• Task directions: The response must contain every line from the records below that has "halo".
══ Supplied data
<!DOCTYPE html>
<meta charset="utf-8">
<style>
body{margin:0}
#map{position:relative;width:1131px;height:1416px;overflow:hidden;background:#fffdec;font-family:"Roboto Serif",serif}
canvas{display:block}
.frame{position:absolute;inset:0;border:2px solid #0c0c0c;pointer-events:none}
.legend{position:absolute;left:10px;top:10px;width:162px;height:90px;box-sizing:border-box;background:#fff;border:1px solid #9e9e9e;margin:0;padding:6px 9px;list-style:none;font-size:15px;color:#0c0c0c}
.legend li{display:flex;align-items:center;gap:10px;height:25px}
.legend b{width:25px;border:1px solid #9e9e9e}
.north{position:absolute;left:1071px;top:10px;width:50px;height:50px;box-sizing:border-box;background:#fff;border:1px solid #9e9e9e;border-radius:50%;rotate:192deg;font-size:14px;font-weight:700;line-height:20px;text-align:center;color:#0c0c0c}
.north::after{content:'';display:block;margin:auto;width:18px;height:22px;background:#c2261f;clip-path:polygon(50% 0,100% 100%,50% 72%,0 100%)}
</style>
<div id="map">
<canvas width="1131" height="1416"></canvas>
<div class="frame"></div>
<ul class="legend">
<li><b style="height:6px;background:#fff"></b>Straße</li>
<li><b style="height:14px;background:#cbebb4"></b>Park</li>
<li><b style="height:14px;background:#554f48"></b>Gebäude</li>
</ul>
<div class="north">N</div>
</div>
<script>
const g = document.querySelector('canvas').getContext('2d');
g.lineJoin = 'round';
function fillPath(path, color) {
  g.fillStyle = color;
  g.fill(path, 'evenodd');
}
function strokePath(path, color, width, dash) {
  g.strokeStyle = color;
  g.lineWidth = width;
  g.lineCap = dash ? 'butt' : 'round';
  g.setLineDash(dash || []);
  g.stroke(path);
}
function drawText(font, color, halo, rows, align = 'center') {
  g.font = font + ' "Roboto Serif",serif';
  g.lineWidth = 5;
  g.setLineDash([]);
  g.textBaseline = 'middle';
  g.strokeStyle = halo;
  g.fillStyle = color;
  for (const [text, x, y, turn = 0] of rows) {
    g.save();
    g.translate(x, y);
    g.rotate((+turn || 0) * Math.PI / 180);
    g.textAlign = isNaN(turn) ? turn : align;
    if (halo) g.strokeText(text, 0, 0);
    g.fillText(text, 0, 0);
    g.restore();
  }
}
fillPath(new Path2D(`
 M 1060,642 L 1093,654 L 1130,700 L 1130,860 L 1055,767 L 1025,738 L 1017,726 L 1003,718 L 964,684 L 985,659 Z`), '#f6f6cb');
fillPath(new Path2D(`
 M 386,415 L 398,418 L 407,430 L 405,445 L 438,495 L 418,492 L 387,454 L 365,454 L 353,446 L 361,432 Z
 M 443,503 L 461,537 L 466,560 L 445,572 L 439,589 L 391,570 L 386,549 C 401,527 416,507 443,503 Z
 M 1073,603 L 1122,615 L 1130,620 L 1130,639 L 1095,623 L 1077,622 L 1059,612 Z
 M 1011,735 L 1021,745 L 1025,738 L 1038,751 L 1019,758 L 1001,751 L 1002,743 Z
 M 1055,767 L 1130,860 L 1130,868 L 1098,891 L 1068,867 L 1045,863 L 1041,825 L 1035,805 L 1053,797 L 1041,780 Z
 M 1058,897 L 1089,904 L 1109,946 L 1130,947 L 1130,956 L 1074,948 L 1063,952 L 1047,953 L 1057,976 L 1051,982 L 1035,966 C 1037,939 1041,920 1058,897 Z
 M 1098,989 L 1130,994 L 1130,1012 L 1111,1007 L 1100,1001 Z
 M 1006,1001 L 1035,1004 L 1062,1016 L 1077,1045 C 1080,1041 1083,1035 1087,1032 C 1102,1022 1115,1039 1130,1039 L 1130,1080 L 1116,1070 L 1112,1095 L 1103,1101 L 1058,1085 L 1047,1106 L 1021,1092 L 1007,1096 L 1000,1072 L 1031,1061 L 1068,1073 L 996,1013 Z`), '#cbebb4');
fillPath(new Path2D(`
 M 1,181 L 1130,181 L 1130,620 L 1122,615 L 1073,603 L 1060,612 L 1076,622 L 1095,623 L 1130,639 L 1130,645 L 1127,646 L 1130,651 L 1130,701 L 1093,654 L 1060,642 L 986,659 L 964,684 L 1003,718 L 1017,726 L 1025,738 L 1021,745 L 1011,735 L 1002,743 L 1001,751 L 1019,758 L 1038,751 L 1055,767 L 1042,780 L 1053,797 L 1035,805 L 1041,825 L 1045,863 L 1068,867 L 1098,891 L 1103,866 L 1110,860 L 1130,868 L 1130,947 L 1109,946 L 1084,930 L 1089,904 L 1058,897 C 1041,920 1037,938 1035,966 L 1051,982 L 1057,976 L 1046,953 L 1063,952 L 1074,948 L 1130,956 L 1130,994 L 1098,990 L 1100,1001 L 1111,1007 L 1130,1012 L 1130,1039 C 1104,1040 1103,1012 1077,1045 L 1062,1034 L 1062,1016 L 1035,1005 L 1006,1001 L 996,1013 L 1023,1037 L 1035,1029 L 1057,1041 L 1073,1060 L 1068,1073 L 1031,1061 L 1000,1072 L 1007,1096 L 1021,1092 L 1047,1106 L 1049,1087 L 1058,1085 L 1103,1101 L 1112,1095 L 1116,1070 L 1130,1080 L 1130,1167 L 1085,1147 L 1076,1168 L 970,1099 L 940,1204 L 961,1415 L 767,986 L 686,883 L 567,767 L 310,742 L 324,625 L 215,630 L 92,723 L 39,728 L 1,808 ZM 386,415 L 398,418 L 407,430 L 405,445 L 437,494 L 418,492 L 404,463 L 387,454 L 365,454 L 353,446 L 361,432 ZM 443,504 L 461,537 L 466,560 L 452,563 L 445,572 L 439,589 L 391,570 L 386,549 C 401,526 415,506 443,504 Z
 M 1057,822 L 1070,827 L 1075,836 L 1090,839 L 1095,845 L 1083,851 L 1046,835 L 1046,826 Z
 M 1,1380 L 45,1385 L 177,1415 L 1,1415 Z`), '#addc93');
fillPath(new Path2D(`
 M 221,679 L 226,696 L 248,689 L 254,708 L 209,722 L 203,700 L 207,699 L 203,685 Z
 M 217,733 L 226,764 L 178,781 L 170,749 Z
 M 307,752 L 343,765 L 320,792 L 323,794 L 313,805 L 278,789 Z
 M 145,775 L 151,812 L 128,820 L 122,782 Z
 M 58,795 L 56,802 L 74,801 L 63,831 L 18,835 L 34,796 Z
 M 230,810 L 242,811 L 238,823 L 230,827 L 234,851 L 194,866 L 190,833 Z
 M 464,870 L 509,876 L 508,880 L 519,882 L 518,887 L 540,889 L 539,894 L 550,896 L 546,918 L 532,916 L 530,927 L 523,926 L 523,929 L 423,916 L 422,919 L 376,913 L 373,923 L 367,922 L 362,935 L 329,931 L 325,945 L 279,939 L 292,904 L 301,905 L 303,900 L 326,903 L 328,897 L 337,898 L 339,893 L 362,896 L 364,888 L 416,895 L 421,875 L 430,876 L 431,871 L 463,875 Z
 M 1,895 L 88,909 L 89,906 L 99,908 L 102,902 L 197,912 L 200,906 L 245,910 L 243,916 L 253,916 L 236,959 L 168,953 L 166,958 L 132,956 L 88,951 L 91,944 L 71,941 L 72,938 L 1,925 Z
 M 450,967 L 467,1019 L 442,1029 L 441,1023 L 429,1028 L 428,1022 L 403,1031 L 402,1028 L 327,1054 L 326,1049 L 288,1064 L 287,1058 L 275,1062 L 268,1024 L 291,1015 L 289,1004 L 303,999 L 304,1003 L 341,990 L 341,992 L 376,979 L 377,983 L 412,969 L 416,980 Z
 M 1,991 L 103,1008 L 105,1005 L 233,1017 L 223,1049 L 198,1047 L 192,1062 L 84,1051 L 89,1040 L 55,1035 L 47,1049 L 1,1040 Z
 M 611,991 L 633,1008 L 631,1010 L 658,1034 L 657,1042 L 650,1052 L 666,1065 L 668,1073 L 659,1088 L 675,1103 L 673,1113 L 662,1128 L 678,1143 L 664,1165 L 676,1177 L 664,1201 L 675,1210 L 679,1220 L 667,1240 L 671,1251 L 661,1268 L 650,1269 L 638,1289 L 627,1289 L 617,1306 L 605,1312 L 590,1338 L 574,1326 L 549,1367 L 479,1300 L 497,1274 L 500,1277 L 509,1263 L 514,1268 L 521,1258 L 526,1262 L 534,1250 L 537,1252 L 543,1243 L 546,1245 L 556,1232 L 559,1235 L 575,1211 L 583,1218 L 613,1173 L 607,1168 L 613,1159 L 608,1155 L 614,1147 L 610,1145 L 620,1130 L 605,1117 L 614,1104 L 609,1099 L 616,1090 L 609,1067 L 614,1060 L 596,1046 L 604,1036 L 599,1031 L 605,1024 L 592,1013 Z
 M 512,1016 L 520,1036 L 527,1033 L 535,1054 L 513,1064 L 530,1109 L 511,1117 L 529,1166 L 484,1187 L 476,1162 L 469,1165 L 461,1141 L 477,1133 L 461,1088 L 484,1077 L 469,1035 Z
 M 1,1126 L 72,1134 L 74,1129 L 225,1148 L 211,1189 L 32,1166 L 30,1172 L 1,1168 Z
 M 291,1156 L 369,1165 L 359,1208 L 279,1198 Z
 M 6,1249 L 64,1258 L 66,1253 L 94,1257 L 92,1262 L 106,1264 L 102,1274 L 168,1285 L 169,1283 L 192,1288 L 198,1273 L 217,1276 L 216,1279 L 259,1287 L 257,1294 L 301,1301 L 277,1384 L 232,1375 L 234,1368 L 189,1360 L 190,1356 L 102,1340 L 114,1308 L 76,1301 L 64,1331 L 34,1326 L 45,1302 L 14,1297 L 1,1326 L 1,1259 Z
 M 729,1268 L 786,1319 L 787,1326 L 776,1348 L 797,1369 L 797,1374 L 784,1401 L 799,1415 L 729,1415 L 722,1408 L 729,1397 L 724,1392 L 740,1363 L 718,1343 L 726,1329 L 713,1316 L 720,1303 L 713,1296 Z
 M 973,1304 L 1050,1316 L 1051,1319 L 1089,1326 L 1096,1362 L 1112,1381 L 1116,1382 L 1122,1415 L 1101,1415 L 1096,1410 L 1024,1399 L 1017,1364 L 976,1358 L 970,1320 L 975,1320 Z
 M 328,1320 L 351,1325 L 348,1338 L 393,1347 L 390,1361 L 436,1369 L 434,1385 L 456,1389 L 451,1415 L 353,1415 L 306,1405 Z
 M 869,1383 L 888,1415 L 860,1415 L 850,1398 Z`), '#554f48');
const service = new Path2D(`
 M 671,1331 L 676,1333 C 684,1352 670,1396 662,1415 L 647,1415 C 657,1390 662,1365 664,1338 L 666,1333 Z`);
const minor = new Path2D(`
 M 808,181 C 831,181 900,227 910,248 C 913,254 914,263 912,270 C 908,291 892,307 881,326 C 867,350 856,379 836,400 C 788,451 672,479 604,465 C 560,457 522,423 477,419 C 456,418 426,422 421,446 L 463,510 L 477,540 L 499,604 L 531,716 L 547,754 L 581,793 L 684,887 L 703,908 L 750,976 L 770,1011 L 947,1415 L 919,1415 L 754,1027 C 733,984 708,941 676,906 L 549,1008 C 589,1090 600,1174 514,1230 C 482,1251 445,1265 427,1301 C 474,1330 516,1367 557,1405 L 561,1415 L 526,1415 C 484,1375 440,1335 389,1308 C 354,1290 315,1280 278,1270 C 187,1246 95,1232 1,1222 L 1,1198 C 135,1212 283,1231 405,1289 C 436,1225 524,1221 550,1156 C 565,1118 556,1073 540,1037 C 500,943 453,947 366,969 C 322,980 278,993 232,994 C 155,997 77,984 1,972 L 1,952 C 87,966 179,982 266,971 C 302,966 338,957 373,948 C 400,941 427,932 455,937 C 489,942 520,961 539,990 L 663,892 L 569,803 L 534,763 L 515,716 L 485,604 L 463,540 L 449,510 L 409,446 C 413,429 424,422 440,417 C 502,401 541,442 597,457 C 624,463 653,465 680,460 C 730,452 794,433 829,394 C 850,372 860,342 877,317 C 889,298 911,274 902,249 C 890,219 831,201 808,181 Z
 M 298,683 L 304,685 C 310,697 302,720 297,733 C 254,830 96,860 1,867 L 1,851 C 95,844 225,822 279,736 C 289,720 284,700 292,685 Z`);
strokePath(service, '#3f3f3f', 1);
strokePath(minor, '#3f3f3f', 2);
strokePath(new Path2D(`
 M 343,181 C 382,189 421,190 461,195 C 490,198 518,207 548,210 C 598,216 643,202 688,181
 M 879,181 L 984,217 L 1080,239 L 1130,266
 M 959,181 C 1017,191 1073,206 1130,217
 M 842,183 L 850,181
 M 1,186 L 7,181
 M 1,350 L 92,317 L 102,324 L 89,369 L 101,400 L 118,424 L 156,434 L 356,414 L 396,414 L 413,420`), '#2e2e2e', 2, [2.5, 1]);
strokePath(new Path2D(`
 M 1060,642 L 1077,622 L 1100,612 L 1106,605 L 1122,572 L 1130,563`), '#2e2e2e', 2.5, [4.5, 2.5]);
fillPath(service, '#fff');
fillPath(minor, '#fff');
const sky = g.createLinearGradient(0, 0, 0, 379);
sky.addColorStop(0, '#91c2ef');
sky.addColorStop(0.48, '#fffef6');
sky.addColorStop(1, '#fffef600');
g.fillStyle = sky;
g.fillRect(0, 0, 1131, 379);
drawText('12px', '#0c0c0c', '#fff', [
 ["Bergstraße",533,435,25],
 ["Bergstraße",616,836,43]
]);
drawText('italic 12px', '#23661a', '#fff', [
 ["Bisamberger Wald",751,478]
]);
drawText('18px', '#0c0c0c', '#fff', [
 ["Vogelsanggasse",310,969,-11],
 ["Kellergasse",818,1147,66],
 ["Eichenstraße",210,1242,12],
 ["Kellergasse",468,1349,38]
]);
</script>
════
• Output below:
function drawText(font, color, halo, rows, align = 'center') {
  g.strokeStyle = halo;
    if (halo) g.strokeText(text, 0, 0);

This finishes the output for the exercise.